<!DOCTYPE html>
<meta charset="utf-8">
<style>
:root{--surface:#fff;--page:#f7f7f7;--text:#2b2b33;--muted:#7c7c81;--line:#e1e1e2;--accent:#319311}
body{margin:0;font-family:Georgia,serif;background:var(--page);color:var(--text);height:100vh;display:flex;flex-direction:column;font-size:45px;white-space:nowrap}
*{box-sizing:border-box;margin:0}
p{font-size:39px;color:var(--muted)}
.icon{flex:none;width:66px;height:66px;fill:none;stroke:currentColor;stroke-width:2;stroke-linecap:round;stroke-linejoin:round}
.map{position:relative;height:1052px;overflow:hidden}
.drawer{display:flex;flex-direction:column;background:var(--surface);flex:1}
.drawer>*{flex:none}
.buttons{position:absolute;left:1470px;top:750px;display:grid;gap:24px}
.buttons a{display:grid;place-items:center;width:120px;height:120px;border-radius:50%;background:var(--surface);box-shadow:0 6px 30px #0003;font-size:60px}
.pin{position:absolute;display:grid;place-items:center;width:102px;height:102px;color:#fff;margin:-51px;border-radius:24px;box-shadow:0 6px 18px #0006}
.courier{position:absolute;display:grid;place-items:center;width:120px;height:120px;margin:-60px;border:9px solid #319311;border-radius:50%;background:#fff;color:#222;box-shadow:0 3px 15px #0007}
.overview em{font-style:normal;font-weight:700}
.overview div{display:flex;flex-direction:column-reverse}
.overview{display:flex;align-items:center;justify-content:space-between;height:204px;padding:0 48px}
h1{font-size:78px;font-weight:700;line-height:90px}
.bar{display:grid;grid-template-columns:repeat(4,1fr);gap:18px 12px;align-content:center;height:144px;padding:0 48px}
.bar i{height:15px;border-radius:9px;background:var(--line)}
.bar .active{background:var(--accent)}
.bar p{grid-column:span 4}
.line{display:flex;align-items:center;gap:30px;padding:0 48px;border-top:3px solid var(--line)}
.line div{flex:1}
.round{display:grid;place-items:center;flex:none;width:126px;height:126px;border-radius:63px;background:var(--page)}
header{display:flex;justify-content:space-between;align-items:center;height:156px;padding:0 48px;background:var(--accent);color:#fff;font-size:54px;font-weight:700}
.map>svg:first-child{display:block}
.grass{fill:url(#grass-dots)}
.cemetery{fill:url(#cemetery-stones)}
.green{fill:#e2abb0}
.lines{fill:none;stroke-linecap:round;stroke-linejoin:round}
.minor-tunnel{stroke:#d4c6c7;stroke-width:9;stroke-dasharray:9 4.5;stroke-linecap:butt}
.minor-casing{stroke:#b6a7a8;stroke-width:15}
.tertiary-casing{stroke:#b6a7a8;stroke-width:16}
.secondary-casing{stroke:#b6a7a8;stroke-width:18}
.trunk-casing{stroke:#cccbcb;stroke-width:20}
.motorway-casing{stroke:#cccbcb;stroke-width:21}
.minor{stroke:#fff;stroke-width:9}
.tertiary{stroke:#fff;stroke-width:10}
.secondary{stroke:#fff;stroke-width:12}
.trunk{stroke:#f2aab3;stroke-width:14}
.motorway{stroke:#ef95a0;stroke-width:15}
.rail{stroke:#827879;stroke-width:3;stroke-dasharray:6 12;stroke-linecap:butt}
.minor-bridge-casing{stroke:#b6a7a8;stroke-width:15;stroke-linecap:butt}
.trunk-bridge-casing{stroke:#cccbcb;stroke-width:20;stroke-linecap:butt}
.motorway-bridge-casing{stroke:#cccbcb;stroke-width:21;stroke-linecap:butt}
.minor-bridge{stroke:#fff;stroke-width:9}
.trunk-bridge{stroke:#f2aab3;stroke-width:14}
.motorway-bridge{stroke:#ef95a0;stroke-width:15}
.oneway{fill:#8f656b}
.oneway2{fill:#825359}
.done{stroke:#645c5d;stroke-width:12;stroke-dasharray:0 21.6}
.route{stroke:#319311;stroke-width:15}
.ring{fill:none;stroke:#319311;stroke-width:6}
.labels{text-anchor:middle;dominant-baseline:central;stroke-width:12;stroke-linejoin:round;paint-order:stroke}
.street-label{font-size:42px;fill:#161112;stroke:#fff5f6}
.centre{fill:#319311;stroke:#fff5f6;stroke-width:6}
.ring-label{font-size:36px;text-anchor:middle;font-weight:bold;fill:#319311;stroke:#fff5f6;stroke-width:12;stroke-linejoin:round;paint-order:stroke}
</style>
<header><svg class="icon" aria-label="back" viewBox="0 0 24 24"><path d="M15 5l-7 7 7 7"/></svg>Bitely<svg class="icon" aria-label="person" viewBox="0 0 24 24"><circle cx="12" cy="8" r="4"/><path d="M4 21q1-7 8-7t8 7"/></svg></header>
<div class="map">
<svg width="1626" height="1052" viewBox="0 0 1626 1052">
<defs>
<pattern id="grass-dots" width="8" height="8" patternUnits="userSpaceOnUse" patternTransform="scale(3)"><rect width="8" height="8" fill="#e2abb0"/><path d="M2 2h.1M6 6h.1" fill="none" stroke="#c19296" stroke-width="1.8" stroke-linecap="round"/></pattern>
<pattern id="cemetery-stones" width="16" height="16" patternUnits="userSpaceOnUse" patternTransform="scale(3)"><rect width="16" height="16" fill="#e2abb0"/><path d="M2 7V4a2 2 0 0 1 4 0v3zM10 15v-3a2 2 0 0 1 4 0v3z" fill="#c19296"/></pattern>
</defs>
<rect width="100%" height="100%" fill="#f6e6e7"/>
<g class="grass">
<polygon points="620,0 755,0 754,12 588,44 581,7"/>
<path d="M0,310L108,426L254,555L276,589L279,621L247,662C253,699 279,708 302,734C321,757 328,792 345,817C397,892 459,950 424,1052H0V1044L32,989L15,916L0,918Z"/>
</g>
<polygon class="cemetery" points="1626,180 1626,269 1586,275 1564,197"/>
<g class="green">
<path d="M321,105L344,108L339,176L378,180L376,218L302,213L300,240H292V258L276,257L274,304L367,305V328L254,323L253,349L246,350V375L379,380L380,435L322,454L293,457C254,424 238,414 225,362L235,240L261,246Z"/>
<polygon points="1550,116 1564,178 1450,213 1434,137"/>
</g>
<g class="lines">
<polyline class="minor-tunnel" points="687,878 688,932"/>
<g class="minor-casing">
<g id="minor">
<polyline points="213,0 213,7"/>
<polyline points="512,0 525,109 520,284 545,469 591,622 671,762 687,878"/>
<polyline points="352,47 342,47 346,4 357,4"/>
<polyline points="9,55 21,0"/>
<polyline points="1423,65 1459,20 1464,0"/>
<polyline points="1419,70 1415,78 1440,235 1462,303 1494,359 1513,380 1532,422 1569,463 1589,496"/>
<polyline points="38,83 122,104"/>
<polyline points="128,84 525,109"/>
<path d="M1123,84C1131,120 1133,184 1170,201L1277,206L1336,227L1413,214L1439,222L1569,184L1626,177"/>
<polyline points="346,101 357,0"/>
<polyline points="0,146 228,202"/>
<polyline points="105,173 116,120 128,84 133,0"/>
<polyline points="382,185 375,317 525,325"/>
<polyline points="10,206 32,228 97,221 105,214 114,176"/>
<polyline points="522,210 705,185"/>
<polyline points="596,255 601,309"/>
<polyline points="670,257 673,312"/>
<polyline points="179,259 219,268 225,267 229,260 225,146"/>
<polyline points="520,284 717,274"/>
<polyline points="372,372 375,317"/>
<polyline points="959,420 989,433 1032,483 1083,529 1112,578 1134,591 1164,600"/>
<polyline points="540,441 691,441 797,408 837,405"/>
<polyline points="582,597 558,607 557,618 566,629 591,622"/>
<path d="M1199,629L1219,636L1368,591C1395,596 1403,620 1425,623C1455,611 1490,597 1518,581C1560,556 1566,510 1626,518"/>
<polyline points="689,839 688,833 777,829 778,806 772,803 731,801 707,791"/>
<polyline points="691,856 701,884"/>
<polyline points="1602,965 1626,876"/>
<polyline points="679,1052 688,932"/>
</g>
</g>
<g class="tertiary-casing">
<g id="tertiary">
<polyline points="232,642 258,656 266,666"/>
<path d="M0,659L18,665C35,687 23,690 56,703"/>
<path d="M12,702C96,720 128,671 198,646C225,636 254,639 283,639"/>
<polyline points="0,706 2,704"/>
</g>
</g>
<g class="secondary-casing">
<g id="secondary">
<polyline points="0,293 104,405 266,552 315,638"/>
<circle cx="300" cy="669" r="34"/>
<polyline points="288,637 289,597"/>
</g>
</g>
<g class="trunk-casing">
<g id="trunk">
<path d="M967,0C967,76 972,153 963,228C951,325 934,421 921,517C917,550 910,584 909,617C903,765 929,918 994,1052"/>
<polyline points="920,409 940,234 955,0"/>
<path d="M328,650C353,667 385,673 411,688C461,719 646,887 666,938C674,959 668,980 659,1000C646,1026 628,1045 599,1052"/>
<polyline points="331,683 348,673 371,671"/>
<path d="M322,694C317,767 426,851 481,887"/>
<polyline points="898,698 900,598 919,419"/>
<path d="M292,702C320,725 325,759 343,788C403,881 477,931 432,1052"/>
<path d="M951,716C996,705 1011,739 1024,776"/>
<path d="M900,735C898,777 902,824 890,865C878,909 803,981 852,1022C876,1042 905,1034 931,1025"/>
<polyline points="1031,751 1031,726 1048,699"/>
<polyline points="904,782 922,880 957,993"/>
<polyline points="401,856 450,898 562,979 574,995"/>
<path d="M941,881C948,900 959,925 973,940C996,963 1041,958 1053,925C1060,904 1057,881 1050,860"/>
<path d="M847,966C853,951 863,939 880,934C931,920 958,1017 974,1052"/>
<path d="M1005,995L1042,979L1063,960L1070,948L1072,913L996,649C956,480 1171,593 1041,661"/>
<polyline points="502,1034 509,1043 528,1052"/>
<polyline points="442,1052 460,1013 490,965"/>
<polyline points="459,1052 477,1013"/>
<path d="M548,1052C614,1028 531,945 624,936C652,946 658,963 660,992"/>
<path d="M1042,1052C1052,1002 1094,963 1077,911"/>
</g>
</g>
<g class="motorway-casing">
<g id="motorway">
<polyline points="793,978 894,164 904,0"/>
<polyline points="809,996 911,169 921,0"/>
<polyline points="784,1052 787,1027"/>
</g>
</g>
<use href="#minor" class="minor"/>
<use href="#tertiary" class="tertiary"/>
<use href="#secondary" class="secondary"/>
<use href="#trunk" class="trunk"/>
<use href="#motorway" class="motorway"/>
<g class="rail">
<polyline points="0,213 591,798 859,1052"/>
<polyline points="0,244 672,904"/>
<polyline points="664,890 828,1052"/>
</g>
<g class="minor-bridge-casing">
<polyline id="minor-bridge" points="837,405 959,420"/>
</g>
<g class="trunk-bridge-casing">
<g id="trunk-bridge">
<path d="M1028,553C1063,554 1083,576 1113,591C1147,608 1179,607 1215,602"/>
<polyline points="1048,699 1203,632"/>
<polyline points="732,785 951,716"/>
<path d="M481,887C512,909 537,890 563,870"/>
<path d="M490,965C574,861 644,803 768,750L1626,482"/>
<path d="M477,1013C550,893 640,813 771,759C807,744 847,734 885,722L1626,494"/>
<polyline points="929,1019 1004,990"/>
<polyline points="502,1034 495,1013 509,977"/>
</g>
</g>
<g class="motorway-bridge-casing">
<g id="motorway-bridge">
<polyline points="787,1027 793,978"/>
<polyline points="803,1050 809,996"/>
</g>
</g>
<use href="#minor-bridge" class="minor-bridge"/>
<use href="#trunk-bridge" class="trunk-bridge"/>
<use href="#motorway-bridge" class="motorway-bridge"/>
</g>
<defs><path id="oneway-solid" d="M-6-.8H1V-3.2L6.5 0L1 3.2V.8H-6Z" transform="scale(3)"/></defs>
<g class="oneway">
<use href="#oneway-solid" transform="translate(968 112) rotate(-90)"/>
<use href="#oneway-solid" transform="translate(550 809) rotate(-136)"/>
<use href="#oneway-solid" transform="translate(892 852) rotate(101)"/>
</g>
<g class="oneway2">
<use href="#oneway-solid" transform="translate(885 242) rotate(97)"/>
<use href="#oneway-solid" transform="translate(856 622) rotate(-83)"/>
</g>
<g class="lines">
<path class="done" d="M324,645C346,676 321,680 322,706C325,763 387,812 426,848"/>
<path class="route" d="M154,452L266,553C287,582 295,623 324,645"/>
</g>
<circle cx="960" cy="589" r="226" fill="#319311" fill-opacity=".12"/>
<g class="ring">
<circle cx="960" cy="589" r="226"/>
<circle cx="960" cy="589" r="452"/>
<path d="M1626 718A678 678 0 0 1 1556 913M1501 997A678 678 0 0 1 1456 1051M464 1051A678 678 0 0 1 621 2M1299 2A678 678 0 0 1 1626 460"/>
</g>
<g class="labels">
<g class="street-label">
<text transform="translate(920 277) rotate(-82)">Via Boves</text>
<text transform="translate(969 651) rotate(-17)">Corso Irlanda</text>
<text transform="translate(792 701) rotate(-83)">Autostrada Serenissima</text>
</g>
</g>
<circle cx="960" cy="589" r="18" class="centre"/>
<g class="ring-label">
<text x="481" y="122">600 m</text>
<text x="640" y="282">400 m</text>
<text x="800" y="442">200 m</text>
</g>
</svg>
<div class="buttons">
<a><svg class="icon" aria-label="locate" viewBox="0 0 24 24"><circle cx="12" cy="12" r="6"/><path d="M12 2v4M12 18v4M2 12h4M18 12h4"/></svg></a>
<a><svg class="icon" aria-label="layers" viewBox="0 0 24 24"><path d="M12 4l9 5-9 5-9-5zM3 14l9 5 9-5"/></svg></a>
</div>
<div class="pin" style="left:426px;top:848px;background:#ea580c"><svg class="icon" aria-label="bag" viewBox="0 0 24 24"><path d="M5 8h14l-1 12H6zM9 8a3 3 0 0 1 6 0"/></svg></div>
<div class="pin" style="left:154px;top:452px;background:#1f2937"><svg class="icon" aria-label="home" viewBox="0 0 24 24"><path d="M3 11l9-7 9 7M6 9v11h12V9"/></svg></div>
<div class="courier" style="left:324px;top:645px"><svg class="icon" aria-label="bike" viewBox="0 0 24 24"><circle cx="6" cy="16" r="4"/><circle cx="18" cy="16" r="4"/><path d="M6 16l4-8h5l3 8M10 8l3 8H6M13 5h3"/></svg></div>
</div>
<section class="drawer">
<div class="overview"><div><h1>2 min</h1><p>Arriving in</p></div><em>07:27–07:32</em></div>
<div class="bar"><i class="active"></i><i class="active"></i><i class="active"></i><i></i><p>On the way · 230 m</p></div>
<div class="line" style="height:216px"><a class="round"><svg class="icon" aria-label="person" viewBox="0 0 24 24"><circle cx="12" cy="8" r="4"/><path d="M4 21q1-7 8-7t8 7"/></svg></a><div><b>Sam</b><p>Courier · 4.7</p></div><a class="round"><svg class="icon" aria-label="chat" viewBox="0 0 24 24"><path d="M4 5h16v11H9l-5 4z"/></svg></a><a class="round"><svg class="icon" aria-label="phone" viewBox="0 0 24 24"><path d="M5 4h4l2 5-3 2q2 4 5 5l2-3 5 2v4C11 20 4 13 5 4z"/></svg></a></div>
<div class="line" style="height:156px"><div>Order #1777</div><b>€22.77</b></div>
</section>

========

Look through the entries above and count each line holding "overview"; report the count alone.

4